** GIVEN RECORDS follows **

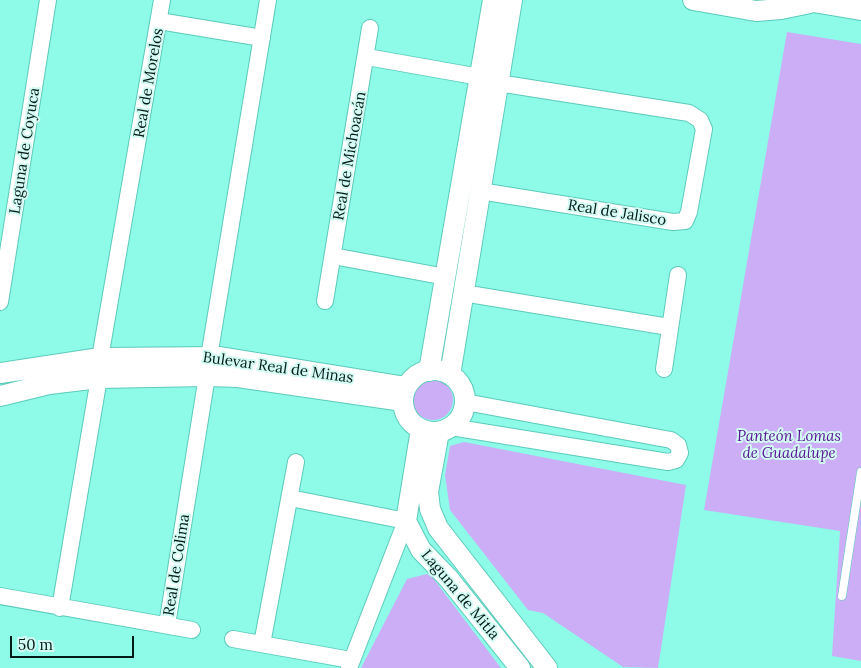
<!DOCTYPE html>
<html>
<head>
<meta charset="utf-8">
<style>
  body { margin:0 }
  #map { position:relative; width:861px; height:668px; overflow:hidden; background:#8efbe9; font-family:Lora,serif }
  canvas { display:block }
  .scale { position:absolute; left:10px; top:636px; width:124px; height:22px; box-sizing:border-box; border:2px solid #031b17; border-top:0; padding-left:6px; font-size:15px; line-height:18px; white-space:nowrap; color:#031b17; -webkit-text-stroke:4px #d3fbf3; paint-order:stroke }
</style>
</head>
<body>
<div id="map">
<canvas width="861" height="668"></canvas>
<div class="scale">50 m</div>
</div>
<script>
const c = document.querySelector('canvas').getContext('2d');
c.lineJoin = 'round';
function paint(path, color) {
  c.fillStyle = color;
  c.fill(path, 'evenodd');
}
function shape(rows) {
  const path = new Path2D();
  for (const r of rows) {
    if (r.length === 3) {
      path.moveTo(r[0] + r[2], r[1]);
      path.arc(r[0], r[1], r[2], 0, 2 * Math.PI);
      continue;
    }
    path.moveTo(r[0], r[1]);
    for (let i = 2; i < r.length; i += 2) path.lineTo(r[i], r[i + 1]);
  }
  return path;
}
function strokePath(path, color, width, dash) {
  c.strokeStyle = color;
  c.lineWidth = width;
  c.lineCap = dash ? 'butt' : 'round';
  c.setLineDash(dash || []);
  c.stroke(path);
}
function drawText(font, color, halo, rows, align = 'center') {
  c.font = font + ' Lora,serif';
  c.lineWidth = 4;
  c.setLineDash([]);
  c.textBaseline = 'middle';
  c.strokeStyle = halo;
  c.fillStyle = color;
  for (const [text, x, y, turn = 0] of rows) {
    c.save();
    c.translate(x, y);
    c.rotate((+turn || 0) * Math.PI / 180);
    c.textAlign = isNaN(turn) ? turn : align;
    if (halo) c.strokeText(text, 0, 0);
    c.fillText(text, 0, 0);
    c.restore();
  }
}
const green = shape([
  [787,32,861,44,861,661,832,656,840,531,704,510],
  [433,400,20],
  [464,442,686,485,658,668,623,667,543,613,528,610,450,510,445,475,450,446],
  [427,574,433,578,501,668,361,668,407,579]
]);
const service = shape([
  [842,596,861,472]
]);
const minor = shape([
  [159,21,262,38],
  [367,57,480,77],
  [480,191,673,222,685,221,689,212,704,129,700,120,689,113,498,83],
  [333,256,446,277],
  [463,293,669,327],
  [325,301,370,28],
  [0,302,48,0],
  [209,357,268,0],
  [100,358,162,0],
  [664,369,678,275],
  [451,427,668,462,676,460,680,453,678,445,671,440,465,402],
  [290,498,406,521,349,668],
  [0,596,192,630],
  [60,608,99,378],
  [167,625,207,376],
  [233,639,351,660],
  [262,644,296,462]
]);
const tertiary = shape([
  [693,0,756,11,781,9,810,3],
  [801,0,861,10],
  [434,401,31],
  [429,371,493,0],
  [0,373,100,358,220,357,406,387],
  [450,375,512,0],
  [0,396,49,384,99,378,207,376,238,377,403,401],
  [421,429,406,521,421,550,449,579,520,668],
  [439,432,428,492,430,509,438,528,547,668]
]);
const streetNames = [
  ["Real de Morelos",149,83,-80],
  ["Laguna de Coyuca",25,151,-81],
  ["Real de Michoacán",350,156,-80],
  ["Real de Jalisco",617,213,9],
  ["Bulevar Real de Minas",278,368,8],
  ["Real de Colima",177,565,-81],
  ["Laguna de Mitla",460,595,50]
];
const parkNames = [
  ["Panteón Lomas",789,437],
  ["de Guadalupe",789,454]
];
paint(green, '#cbaef6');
strokePath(service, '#5ccaba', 9);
strokePath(minor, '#5ccaba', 18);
strokePath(tertiary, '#5ccaba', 22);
strokePath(service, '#fff', 8);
strokePath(minor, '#fff', 16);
strokePath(tertiary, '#fff', 20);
drawText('15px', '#031b17', '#d3fbf3', streetNames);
drawText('italic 15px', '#591293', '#d3fbf3', parkNames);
</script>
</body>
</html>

** End of GIVEN RECORDS **

**YOUR ASSIGNMENT:** Write out nothing but the lines from the start of the data through the line with "path.arc(r[0], r[1], r[2], 0, 2". Leave out the pictures.

**YOUR RESPONSE:**
<!DOCTYPE html>
<html>
<head>
<meta charset="utf-8">
<style>
  body { margin:0 }
  #map { position:relative; width:861px; height:668px; overflow:hidden; background:#8efbe9; font-family:Lora,serif }
  canvas { display:block }
  .scale { position:absolute; left:10px; top:636px; width:124px; height:22px; box-sizing:border-box; border:2px solid #031b17; border-top:0; padding-left:6px; font-size:15px; line-height:18px; white-space:nowrap; color:#031b17; -webkit-text-stroke:4px #d3fbf3; paint-order:stroke }
</style>
</head>
<body>
<div id="map">
<canvas width="861" height="668"></canvas>
<div class="scale">50 m</div>
</div>
<script>
const c = document.querySelector('canvas').getContext('2d');
c.lineJoin = 'round';
function paint(path, color) {
  c.fillStyle = color;
  c.fill(path, 'evenodd');
}
function shape(rows) {
  const path = new Path2D();
  for (const r of rows) {
    if (r.length === 3) {
      path.moveTo(r[0] + r[2], r[1]);
      path.arc(r[0], r[1], r[2], 0, 2 * Math.PI);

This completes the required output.